La fortuna y la casualidad me han llevado a pensar que el sexo es probablemente la tarea central de la vida, algo que considero un don inestimable. Y en este empeño me aplico lo que puedo y, claro, lo que me dejan. La verdad es que la mujer con la que practico, inteligente, felina y hermosa, me ayuda bastante, aunque tengo épocas de incertidumbre creciente, en las que me siento menos sensual que un elefante en calzoncillos. Entonces, me afano mirándome a un espejo envejecido que tengo junto a la cama pecaminosa, en la vana esperanza de que nuestro conocimiento mutuo le ablandará y mostrará una imagen más amable de mi cansado cuerpo. Nunca es así, por supuesto, pero no por ello dejo de perseverar, de intentar ejercer un influjo atractivo sobre mi compañera, de sentirme deseado y, lo diré de una vez, amado, eterna y violentamente amado, que para eso es el sexo, para sentir, palpar, el amor en el cuerpo de otra persona.

Estaba dando vueltas a este deseo insatisfecho, cuando Rajoy apareció en la TV hablando no se qué de la soberanía nacional, como si existiera la soberanía, y mucho menos la imagesnacional. Un aburrimiento. Lo interesante fue descubrir el empeño y el esfuerzo que hacía por presentarse atractivo, su forma de hablar, sus movimientos medidos, controlados, sus estereotipias, dejes y miradas furtivas. “Anda -me dije-, si éste es como yo, está intentando tirarse a la audiencia”, y me quedé observándolo con mucha curiosidad y un poco de ansiedad. “¿Haré y diré yo esas chorradas?” me pregunté dubitativo. Después de unos minutos, me percaté de que su situación era bastante más calamitosa que la mía y mi duda metódica se transformo en compasión. Al fin y al cabo, yo solo tenía que convencer a una mujer y además juego con ventaja porque ya llevamos juntos una porrada de años y está dispuesta a disimular y hacer como que le resulto atractivo (no me importa el porqué, solo el resultado, follar) Rajoy, en cambio, tiene que resultar atractivo a 46 millones de personas y, os lo aseguro, no todas están predispuestas a dejarse joder.
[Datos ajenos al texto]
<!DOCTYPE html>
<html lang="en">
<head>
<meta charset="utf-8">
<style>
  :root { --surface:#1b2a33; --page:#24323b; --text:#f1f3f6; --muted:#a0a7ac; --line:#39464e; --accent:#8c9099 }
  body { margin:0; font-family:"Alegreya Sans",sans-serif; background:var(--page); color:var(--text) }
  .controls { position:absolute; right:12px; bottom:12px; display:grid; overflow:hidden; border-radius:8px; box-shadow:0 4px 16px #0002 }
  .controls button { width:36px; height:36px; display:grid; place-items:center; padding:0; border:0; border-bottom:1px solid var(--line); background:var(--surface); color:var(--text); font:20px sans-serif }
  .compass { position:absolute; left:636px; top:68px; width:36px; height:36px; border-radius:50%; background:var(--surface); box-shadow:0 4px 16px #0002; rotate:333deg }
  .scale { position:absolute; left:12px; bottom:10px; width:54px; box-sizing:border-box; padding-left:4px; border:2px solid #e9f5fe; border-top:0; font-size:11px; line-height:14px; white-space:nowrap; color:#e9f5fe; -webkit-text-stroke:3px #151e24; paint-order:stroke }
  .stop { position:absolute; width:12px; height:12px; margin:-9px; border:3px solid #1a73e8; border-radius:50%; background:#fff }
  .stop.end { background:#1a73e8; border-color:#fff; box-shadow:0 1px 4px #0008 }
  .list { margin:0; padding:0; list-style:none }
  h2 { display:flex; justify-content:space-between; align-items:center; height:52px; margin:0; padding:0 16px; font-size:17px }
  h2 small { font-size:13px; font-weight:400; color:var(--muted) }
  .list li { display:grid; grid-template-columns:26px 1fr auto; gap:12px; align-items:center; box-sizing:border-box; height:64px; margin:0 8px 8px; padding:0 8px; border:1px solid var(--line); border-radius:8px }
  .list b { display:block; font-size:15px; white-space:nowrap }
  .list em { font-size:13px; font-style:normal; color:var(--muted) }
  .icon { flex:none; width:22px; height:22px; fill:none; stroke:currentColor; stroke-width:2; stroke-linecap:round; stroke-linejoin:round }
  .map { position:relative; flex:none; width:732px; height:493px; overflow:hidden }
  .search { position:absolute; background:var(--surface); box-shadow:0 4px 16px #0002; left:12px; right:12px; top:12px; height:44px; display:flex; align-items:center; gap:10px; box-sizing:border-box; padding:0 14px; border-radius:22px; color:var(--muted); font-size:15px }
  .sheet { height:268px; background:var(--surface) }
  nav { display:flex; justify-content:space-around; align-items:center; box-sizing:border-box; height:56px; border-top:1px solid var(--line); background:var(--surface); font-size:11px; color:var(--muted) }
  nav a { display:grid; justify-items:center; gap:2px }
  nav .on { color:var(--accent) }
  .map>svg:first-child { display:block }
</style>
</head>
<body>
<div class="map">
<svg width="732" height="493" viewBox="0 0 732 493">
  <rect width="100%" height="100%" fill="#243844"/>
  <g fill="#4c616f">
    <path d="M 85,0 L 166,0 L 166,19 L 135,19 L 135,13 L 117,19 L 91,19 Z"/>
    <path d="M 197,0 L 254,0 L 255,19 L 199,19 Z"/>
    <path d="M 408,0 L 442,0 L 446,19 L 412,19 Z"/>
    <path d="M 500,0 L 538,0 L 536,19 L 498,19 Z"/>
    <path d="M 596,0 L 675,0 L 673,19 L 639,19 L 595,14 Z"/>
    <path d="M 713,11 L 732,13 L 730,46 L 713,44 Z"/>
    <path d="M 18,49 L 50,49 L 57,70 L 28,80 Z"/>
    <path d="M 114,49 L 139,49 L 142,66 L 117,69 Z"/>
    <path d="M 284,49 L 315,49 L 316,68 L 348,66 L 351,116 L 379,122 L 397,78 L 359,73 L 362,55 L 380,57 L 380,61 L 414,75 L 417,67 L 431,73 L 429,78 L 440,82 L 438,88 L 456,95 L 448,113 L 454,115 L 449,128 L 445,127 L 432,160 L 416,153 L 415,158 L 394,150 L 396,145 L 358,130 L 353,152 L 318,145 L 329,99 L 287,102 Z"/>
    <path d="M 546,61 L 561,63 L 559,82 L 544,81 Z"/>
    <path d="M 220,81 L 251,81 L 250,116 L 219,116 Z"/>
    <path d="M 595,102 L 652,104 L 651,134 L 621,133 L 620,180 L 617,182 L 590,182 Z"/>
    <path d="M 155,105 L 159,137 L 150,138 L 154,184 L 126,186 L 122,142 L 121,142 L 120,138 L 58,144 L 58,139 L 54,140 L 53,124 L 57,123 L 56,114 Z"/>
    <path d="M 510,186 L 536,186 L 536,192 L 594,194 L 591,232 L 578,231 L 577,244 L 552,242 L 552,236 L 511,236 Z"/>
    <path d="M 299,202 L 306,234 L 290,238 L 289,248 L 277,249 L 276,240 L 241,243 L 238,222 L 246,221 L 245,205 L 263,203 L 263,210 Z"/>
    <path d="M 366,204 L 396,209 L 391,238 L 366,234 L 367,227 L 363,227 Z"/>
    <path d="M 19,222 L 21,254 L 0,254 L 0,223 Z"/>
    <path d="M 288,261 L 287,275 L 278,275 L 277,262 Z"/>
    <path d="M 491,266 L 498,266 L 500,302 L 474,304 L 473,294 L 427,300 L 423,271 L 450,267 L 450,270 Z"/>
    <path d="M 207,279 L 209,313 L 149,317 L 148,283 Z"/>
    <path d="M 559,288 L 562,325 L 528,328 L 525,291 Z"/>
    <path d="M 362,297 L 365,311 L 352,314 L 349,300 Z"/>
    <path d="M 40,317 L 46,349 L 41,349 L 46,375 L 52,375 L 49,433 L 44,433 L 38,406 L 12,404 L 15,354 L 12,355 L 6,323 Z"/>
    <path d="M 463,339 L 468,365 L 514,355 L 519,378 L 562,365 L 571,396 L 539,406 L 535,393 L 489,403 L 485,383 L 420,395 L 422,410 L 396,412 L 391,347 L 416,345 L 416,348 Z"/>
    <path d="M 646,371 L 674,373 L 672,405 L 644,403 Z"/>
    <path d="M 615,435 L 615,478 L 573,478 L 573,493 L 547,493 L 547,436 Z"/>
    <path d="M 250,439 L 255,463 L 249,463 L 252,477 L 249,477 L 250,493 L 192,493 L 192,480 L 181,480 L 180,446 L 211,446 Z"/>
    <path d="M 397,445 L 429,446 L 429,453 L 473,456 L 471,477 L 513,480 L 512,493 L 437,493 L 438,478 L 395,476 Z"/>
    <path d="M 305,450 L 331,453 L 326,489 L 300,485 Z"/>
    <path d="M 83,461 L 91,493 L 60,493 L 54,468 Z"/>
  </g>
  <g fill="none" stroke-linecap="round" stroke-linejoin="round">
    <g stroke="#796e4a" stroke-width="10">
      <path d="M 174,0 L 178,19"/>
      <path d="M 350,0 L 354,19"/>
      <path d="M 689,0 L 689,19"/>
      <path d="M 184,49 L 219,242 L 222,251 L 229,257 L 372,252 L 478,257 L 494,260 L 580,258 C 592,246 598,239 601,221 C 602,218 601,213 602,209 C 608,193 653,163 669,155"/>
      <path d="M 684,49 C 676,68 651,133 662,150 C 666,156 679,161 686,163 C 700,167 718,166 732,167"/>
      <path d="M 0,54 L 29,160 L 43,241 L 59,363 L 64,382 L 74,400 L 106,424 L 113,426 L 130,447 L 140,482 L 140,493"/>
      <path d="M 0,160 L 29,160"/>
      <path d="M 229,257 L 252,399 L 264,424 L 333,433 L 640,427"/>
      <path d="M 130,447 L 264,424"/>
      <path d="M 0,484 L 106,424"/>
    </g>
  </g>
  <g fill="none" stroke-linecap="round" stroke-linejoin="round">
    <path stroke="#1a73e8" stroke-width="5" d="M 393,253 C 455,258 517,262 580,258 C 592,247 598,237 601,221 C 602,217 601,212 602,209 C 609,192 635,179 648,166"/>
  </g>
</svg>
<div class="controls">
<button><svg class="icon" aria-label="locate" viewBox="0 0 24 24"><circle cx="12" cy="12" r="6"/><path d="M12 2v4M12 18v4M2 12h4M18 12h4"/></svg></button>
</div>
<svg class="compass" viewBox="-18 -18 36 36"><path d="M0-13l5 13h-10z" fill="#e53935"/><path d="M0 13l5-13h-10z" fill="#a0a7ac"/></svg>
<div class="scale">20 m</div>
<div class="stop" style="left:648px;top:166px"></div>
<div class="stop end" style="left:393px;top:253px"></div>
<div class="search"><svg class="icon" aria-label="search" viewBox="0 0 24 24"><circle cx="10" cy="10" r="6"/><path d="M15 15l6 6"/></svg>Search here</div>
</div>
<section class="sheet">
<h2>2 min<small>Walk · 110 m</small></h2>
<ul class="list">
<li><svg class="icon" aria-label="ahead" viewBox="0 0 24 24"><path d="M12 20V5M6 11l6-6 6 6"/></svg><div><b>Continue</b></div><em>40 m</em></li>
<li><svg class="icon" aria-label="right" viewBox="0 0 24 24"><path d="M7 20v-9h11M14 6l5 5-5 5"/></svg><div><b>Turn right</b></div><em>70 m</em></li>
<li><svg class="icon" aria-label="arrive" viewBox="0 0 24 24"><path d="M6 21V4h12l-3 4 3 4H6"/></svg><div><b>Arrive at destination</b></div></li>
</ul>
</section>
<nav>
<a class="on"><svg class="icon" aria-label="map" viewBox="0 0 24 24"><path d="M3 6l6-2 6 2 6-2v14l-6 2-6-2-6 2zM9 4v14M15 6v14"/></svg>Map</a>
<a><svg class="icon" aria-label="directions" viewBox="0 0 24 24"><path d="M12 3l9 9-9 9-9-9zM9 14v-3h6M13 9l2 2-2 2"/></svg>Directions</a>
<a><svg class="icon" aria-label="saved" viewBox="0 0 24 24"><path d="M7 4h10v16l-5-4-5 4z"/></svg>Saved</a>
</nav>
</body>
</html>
Así que su tarea es inmensa, prometéica, comparada con la mía. Desconozco si dicha tarea está incluida en el sueldo de presidente. Sea como fuere, ahora entiendo por qué se subió el sueldo en el 2012 o el hecho de que pudiera cobrar sobres en negro. No me extraña, no hay contraprestación para una tarea tan ingrata, aspirar a que 46 millones de personas se sientan atraídas hasta el punto de querer follar contigo. ¿Tarea prometéica? Diría mejor que ha salido la bola negra y juegue al número que juegue, Rajoy perderá. No obstante, tras observarle cuidadosamente, creo que su empeño le dota de un cierto aire heroico. Porfía y porfía, inasequible al desaliento, es nuestro Sísifo de la soberanía nacional. De hecho, creo que se parece cada vez más a mi. Si, si. Como yo, no ceja en su empeño de persuadir de sus encantos a su amante, de mirarse y mirarse al espejo para oír lo que nunca oirá, de ansiar desesperadamente ser amado. Eso y solamente eso nos convierte en amantes inigualables. Él como yo, ha aprendido con la edad que no es buen amante quien practica el sexo, sino quien no deja de intentarlo.